I'm Chris — sport scientist, coach, and someone who'd rather build an n8n workflow than blindly trust an app score.
My background
A sport science degree, 15+ years as a coach, and personal training experience for even longer — even if that's a bit rusty at the moment. Over the years I've worked with many facets of sport, training and health — from classic coaching and performance diagnostics to a health project for the long-term unemployed as a (former) freelance contributor at the Department of Sports Medicine at Goethe University Frankfurt. Plus a fondness for analysis, apps and what technology can actually deliver in training.
I experiment with LLMs for training planning, build n8n workflows, and write code to make my life easier — while staying critical enough not to jump on every hype. Oh, and I'm Swabian. That means: it doesn't always have to be the newest gadget or the hippest app. Sometimes you'd rather build something yourself — then you know what you have, and who messed it up.
Why TheFitFuturist?
Training is getting more technical. Every app calls itself "AI-powered", every wearable manufacturer promises "personalised recommendations". Hardly anyone explains what actually happens under the hood. Since LLMs like ChatGPT have become available, real possibilities have opened up — but also new risks that few people name.

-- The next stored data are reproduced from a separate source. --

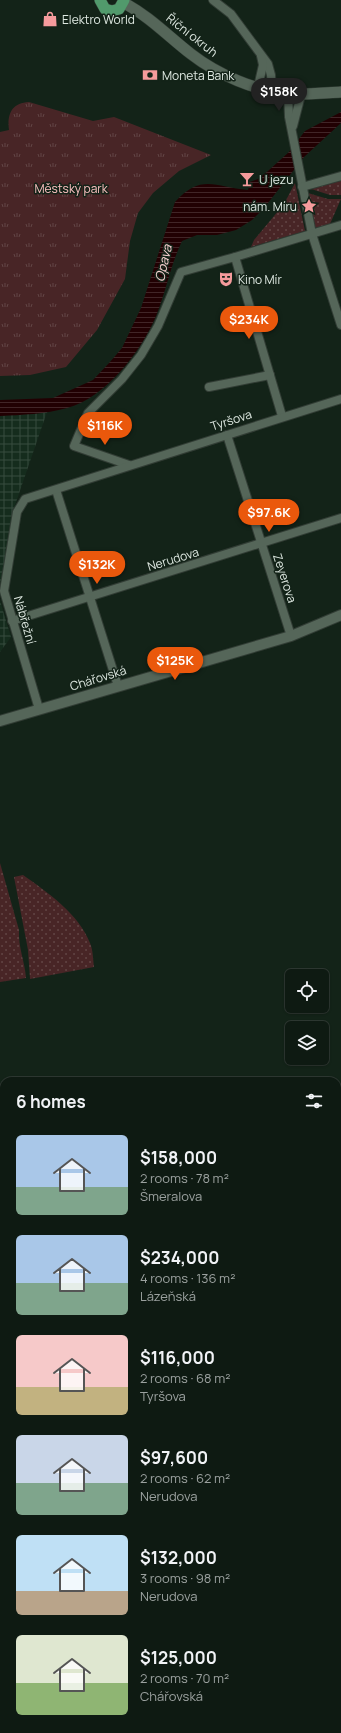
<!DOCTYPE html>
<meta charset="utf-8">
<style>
body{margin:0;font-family:Manrope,sans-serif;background:#17231b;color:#f1f3f6;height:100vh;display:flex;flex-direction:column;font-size:15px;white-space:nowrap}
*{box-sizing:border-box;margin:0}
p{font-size:13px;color:#9ba19f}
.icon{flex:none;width:22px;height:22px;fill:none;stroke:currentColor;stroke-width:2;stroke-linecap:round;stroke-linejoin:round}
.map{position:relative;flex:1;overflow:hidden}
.drawer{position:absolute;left:0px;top:1077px;width:341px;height:656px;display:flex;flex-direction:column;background:#0e1a12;border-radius:12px 12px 0 0;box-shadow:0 1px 3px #0004,0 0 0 1px #2e3832}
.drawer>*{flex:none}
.controls{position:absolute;left:285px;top:969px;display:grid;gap:8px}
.controls a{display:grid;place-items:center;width:44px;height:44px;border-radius:6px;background:#0e1a12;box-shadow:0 1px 3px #0004,0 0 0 1px #2e3832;font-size:20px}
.price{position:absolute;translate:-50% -34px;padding:0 9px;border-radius:14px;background:#ea580c;color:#fff;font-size:13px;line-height:26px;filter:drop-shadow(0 1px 2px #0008)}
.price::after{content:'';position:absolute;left:50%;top:24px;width:12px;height:9px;margin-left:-6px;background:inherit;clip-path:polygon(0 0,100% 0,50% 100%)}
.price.on{background:#222;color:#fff}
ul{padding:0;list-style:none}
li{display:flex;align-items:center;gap:12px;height:100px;padding:0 16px}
li span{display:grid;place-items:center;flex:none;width:112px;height:80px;border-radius:6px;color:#555}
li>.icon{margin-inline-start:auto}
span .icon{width:48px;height:48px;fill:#fffc;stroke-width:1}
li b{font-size:17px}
h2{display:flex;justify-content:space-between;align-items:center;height:48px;padding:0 16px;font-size:17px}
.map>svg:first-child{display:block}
.built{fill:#152c1d}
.industrial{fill:url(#industrial-grid)}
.grass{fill:url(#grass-dots)}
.park{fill:url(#park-tufts)}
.water{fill:url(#water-rules)}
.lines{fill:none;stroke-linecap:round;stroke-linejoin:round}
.runway{stroke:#425147;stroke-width:44}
.minor-casing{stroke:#323d35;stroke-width:10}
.tertiary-casing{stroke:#323d35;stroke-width:12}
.secondary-casing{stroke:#323d35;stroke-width:12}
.primary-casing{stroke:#323d35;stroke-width:12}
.minor{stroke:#556659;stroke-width:8}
.tertiary{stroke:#556659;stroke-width:10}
.secondary{stroke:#556659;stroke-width:11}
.primary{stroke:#519a6c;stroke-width:11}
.labels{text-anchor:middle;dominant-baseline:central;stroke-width:3;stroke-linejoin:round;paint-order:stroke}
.poi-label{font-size:12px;fill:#dfe9e2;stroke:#132318;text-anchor:start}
.street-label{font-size:12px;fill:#dfe9e2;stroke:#132318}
.park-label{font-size:12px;fill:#fbc0c0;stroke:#132318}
.water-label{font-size:13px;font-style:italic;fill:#f9d1d1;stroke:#132318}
</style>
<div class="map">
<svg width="341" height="1733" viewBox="0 0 341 1733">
<defs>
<pattern id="industrial-grid" width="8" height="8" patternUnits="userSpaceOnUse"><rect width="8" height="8" fill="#152c1d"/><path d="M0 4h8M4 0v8" fill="none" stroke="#374b3e"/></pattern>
<pattern id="grass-dots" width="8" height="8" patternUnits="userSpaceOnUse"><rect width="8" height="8" fill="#482526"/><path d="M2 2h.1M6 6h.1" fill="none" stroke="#624545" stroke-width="1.8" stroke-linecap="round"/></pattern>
<pattern id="park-tufts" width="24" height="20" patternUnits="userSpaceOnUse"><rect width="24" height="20" fill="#482526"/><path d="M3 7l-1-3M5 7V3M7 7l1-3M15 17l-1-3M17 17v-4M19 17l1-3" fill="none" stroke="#624545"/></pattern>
<pattern id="water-rules" width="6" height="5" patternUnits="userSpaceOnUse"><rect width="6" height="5" fill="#210002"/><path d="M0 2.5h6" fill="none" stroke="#412527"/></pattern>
</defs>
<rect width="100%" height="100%" fill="#132318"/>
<path class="built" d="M 0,1534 L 4,1536 L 4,1729 L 331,1729 L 331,1733 L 0,1733 Z"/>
<g class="industrial">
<path d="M 47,412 L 13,511 L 0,586 L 0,416 Z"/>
<path d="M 0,601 L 11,637 L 0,652 Z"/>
</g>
<g class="grass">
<path d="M 341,180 L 341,195 L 330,195 L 311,189 Z"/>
<path d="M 295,183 L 305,231 L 251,247 L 254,240 L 284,204 Z"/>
<path d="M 308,193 L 328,199 L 341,199 L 330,224 L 318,228 L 315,227 Z"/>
<path d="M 0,863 L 19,930 C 18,947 25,962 26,978 L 0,982 Z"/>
<path d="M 23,875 C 47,892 79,914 90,943 C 93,950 93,959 94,967 L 30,979 L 28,950 L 14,877 Z"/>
</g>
<path class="park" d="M 29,102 L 93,121 L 114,117 L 211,155 L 179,171 L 153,193 L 138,213 L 130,241 L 125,279 L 97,330 L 66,367 L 30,375 L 0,376 L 0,132 L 9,130 C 7,115 11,103 29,102 Z"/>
<path class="water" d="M 341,112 L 341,123 L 304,157 L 264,208 L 252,220 L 236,230 L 217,235 L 197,235 L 182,241 C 170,266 166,292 156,316 C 141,352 105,398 67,408 C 45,414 22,415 0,416 L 0,400 L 53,398 L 93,380 L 110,362 L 122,348 L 141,308 L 175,202 C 201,173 215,187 248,190 L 249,186 L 247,183 L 258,179 L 268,171 L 289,152 L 305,131 Z"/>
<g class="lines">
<g class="runway">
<path d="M 0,1636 L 4,1638"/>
<path d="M 196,1729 L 205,1733"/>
</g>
<g class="minor-casing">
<g id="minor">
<path d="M 213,0 L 231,14 L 268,64 L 271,75 L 272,91"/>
<path d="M 258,87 L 263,65 L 261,56"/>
<path d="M 288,94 L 289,117 L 312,234 L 341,325"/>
<path d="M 293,126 L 301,95"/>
<path d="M 302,187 L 341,176"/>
<path d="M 235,257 L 282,416"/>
<path d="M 209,387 L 270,375"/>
<path d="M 227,435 L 291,636"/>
<path d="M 129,465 L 74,446 L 88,413 L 122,379 L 141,355 L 158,326 L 181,272 L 235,257 L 341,225"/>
<path d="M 56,490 L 118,686"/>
<path d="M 12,621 L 341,518"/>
<path d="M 39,709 L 4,591 L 17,512 L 25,499 L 341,399"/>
</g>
</g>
<g class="tertiary-casing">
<path id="tertiary" d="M 0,721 L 291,636 L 341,615"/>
</g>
<g class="secondary-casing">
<path id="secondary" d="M 124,3 C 149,16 169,37 191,54 C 218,75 256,91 289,94 C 306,95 324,93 341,92"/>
</g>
<g class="primary-casing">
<path id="primary" d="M 100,0 L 105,9 L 112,11 L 119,9 L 124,0"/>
</g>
<use href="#minor" class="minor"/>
<use href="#tertiary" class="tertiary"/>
<use href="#secondary" class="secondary"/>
<use href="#primary" class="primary"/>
</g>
<defs>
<g id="shop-bare" transform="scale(1.2)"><path d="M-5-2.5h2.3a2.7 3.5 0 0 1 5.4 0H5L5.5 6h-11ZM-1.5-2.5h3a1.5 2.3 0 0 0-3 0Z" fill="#f59b9c" stroke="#132318" stroke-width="2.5" paint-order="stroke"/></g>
<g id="bank-bare" transform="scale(1.2)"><path d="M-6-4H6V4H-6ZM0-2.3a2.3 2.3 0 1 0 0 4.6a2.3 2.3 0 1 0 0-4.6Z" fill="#f59b9c" stroke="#132318" stroke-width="2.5" paint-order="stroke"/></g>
<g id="bar-bare" transform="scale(1.2)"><path d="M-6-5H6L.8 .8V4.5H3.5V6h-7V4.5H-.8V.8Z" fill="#f59b9c" stroke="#132318" stroke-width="2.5" paint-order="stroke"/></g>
<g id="sight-bare" transform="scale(1.2)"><path d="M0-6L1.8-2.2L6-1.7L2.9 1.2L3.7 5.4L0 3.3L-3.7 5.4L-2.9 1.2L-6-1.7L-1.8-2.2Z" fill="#f59b9c" stroke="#132318" stroke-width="2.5" paint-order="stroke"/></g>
<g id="theatre-bare" transform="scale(1.2)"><path d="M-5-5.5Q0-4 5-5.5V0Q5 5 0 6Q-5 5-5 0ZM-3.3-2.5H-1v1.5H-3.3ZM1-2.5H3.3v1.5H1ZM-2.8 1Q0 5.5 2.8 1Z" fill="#f59b9c" stroke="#132318" stroke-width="2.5" paint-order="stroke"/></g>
</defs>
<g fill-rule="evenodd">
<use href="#shop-bare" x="50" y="19"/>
<use href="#bank-bare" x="150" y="75"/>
<use href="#bar-bare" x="247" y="179"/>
<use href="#sight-bare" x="309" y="206"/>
<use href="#theatre-bare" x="226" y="279"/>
</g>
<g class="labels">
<g class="poi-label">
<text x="62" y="19">Elektro World</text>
<text x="162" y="75">Moneta Bank</text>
<text x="259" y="179">U jezu</text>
<text x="297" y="206" text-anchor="end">nám. Míru</text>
<text x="238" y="279">Kino Mír</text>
</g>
<g class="street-label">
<text transform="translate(192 35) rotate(38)">Říční okruh</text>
<text transform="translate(231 420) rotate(-18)">Tyršova</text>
<text transform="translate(173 559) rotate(-17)">Nerudova</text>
<text transform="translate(285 578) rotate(72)">Zeyerova</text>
<text transform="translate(25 620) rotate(74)">Nábřežní</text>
<text transform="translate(98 678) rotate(-17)">Chářovská</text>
</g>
<g class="park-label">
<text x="71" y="188">Městský park</text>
</g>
<g class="water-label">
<text transform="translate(163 263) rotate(-77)">Opava</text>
</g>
</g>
</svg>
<div class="controls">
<a><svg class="icon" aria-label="locate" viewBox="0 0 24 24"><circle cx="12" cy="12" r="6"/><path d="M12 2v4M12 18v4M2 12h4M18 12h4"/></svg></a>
<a><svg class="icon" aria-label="layers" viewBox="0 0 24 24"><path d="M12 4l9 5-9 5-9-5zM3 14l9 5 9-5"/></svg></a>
</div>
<b class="price on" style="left:279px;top:112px">$158K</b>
<b class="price" style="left:249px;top:340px">$234K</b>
<b class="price" style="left:105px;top:446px">$116K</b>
<b class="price" style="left:269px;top:533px">$97.6K</b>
<b class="price" style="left:97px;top:585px">$132K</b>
<b class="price" style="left:175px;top:681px">$125K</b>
<section class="drawer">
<h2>6 homes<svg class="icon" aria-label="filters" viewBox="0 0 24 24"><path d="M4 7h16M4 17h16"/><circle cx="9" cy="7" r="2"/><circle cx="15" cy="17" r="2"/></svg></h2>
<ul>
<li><span style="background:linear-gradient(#a9c7e8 65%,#7fa58c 0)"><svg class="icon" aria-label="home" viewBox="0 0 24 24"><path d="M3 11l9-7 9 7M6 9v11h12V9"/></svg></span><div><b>$158,000</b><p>2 rooms · 78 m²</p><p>Šmeralova</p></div></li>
<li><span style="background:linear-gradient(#a9c7e8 60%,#7fa58c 0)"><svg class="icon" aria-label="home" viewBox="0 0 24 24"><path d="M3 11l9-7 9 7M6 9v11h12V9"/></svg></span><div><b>$234,000</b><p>4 rooms · 136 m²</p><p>Lázeňská</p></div></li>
<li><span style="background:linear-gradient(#f6c9c9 65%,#c2b280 0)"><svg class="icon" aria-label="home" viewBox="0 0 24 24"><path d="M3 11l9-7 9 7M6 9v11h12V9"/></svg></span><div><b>$116,000</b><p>2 rooms · 68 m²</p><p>Tyršova</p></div></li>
<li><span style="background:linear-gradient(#c9d6e8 60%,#7fa58c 0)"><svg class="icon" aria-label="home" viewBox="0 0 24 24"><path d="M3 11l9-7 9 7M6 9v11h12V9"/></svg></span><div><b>$97,600</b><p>2 rooms · 62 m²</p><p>Nerudova</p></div></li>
<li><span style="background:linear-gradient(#bfe0f5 70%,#b9a48a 0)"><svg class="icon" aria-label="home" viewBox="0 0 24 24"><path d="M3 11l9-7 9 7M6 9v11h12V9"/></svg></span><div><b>$132,000</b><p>3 rooms · 98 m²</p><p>Nerudova</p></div></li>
<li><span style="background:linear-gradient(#dfe7d0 60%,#8fb573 0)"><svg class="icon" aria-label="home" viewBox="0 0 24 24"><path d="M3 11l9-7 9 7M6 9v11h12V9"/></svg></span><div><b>$125,000</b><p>2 rooms · 70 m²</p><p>Chářovská</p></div></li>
</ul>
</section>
</div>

TheFitFuturist is for people who want to separate hype from real value. Who want to know what's behind the algorithms. Who analyse their own data and actively use LLMs for their training — instead of passively consuming what an app hands them. And: it's important to me to find the balance between technology and the pure joy of movement. Not everything has to be optimised — sometimes it's just allowed to be fun!
My approach
Practical: prompts to copy, code to try out, tutorials that actually work. Theory only when it makes the output better.
Honest: if something doesn't work, you'll read about it — even if it's a product that's currently being hyped. Often there are several paths to the same goal; which is the best rarely has a universal answer.
Tested: what I write, I put in the context of my practical experience. The "scientific" label gets slapped on every website these days, and not every study is created equal. Here it means: a sport science background meeting real training experience.
AI-assisted: Articles are based on my expertise and research, sometimes drafted with AI support. All content is reviewed and editorially approved by me.